WHAT THIS TASK INVOLVES = Everything from the first line of the material below through the line containing "2px #a6a3a6) drop-shadow(0" must be retyped exactly, and nothing past it.

* * * * *

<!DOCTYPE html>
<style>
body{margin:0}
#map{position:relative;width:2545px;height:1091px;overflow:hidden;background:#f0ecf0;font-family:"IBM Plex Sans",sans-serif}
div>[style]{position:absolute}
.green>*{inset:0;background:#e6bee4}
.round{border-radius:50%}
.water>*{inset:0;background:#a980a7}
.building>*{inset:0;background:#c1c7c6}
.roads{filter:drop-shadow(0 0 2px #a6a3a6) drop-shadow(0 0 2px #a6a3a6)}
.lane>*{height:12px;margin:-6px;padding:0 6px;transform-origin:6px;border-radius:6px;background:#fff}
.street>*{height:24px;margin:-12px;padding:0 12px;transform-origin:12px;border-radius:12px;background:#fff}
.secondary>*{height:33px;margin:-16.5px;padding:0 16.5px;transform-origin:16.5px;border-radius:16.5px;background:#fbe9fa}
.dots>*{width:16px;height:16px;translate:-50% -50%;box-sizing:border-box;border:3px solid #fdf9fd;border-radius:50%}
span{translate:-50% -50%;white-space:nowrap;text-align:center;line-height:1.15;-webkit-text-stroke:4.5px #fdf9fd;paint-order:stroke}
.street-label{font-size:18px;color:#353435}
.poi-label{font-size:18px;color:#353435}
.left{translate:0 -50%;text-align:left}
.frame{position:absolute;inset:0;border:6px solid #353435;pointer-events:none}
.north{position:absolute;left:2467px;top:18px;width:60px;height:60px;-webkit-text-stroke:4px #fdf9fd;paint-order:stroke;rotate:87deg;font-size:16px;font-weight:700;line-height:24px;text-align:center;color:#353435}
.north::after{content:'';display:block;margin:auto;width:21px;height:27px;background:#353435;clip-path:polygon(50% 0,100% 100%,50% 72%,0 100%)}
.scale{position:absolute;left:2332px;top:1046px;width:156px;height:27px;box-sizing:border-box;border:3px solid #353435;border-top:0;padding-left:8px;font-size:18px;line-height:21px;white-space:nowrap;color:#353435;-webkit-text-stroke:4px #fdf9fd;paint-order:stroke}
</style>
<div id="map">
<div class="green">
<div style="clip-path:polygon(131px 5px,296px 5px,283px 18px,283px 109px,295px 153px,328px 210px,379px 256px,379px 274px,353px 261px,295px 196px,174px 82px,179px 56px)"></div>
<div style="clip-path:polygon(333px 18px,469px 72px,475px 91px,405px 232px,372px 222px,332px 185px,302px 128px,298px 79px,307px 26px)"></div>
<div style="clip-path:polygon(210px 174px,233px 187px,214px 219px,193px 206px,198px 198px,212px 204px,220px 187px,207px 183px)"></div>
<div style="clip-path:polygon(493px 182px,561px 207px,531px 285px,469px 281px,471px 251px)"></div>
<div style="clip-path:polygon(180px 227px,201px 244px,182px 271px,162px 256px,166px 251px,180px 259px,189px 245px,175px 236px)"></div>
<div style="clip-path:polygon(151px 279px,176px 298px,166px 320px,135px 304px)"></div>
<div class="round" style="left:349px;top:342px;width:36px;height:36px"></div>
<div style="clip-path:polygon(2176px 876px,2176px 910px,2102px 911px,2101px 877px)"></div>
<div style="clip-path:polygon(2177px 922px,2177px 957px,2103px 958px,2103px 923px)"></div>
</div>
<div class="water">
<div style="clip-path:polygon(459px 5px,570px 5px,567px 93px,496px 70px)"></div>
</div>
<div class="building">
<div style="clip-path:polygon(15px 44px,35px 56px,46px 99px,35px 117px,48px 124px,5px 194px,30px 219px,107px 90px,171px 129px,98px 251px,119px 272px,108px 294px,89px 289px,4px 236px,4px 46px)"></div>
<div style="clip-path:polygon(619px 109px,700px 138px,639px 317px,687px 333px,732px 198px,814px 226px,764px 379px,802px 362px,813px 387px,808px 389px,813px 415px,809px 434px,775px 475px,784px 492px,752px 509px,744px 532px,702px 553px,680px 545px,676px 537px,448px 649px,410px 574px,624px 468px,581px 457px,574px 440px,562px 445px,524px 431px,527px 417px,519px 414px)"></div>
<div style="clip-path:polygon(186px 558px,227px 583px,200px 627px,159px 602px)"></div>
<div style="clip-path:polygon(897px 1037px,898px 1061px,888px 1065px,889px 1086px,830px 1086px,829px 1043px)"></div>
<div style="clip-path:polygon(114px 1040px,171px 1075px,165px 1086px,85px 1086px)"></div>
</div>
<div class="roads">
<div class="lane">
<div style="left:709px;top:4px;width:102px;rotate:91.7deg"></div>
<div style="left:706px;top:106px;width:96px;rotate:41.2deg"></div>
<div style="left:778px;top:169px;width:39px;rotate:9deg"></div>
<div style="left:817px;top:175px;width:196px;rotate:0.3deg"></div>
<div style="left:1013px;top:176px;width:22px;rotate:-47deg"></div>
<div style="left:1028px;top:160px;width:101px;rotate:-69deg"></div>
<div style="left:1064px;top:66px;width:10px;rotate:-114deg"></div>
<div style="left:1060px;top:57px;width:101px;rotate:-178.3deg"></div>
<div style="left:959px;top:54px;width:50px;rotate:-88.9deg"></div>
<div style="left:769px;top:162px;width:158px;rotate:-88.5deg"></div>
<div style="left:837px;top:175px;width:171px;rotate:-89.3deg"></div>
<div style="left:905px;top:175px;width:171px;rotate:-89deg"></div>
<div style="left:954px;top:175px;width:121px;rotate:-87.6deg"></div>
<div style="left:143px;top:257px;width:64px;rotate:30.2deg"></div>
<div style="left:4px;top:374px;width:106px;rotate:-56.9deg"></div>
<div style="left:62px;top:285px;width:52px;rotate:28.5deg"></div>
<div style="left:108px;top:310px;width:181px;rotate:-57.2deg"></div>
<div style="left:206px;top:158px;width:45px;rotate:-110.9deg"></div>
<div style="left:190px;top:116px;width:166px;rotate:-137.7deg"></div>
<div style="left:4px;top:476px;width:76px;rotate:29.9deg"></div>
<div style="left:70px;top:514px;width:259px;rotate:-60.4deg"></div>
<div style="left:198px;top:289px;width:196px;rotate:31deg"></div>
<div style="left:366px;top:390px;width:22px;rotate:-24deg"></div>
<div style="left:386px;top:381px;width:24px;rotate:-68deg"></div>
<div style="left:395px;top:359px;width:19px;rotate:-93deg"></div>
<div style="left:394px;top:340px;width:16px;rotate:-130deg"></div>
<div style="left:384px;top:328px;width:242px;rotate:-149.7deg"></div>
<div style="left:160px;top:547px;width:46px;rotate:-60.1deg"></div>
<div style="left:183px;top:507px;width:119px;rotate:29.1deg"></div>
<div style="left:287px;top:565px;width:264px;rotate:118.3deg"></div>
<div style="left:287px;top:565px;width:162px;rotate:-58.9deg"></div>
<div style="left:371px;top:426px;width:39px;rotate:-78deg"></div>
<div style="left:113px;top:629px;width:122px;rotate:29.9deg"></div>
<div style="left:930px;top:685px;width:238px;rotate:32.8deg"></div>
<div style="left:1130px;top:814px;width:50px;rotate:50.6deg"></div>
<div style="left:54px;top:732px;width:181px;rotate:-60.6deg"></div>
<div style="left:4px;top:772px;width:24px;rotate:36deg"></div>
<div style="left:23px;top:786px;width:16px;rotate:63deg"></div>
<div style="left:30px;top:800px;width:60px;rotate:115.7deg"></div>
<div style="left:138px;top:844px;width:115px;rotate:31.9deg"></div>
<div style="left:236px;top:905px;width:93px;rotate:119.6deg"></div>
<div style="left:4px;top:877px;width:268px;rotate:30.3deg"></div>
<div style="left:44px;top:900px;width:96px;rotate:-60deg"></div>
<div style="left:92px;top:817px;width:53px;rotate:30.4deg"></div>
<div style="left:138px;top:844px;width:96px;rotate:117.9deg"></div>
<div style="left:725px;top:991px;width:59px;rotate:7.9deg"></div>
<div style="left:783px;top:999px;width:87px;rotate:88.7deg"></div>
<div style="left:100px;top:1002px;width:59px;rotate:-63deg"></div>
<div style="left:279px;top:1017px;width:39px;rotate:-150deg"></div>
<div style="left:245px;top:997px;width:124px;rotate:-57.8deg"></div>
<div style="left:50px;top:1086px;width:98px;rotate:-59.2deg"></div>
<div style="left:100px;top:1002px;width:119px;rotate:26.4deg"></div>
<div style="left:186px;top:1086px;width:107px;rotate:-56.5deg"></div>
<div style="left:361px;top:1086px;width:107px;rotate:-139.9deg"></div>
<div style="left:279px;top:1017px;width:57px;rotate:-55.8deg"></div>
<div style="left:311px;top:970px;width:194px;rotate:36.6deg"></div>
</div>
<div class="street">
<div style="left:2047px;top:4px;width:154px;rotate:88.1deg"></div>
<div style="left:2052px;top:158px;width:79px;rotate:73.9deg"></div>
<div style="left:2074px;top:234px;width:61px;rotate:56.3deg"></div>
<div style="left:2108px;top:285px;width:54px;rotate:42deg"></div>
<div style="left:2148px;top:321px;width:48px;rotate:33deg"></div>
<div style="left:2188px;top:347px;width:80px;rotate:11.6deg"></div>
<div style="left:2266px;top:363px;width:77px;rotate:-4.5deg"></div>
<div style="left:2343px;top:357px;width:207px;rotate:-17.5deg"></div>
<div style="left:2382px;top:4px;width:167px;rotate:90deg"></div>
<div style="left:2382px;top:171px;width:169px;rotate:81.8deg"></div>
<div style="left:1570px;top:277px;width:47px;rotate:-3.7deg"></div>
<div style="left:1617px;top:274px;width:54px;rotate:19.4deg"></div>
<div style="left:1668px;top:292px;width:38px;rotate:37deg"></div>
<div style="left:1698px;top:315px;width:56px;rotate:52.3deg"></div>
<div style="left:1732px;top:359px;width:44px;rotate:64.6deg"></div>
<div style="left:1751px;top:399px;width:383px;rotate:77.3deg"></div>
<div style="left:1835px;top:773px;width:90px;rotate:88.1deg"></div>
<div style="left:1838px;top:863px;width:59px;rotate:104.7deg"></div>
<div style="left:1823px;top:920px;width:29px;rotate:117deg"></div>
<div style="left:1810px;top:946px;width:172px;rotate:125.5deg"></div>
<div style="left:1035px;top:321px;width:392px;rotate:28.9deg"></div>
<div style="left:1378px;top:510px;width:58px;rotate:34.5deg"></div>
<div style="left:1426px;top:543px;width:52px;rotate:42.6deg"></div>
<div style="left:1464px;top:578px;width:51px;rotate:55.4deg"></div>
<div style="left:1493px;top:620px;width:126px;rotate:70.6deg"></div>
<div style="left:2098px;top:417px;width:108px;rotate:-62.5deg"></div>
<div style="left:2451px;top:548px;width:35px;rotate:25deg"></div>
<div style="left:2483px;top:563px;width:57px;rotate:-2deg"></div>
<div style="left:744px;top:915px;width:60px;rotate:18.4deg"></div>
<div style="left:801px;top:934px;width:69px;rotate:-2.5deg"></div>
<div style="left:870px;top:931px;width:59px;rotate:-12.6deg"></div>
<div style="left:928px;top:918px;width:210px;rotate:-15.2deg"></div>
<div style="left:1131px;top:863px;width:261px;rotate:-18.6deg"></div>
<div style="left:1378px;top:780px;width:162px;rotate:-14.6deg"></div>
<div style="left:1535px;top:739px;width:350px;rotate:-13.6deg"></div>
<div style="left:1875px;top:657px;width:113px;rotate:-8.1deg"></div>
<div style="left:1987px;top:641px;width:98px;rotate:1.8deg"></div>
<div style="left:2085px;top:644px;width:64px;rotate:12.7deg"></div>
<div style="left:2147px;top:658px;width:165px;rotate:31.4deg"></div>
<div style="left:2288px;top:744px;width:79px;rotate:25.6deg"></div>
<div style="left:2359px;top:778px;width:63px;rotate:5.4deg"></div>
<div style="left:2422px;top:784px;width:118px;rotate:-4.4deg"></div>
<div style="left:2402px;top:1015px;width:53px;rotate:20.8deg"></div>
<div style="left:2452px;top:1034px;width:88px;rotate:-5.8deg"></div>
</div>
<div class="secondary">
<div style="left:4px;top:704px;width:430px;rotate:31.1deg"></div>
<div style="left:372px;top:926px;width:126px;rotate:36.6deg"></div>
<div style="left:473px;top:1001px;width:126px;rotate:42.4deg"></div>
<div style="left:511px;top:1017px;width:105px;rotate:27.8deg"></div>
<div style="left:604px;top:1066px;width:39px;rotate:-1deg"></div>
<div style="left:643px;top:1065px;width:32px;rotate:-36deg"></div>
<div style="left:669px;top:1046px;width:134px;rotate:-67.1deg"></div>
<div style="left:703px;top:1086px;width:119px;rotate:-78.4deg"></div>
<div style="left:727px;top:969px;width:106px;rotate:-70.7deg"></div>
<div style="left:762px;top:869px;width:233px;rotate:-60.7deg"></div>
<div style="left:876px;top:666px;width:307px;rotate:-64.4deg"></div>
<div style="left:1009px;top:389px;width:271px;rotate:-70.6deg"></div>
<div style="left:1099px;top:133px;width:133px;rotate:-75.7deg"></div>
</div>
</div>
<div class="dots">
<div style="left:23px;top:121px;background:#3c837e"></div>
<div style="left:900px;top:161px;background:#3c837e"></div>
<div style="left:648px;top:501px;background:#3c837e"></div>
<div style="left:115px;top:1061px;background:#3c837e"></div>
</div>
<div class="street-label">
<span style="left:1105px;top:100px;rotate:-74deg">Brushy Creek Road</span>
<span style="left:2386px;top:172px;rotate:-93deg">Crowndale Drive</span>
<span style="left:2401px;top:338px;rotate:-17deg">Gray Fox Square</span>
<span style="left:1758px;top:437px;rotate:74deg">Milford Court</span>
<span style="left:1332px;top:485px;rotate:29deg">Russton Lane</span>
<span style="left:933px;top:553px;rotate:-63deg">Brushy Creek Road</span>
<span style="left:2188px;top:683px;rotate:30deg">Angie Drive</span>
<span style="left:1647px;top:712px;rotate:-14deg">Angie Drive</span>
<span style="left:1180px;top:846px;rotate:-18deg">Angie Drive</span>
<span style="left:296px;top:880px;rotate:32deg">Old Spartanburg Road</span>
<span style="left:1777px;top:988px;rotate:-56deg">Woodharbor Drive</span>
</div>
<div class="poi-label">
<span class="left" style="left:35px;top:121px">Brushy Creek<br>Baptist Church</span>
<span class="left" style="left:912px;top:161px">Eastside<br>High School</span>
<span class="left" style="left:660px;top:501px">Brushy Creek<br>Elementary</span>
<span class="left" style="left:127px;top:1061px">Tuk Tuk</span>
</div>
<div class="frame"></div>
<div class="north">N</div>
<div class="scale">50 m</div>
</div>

* * * * *

THE ANSWER =
<!DOCTYPE html>
<style>
body{margin:0}
#map{position:relative;width:2545px;height:1091px;overflow:hidden;background:#f0ecf0;font-family:"IBM Plex Sans",sans-serif}
div>[style]{position:absolute}
.green>*{inset:0;background:#e6bee4}
.round{border-radius:50%}
.water>*{inset:0;background:#a980a7}
.building>*{inset:0;background:#c1c7c6}
.roads{filter:drop-shadow(0 0 2px #a6a3a6) drop-shadow(0 0 2px #a6a3a6)}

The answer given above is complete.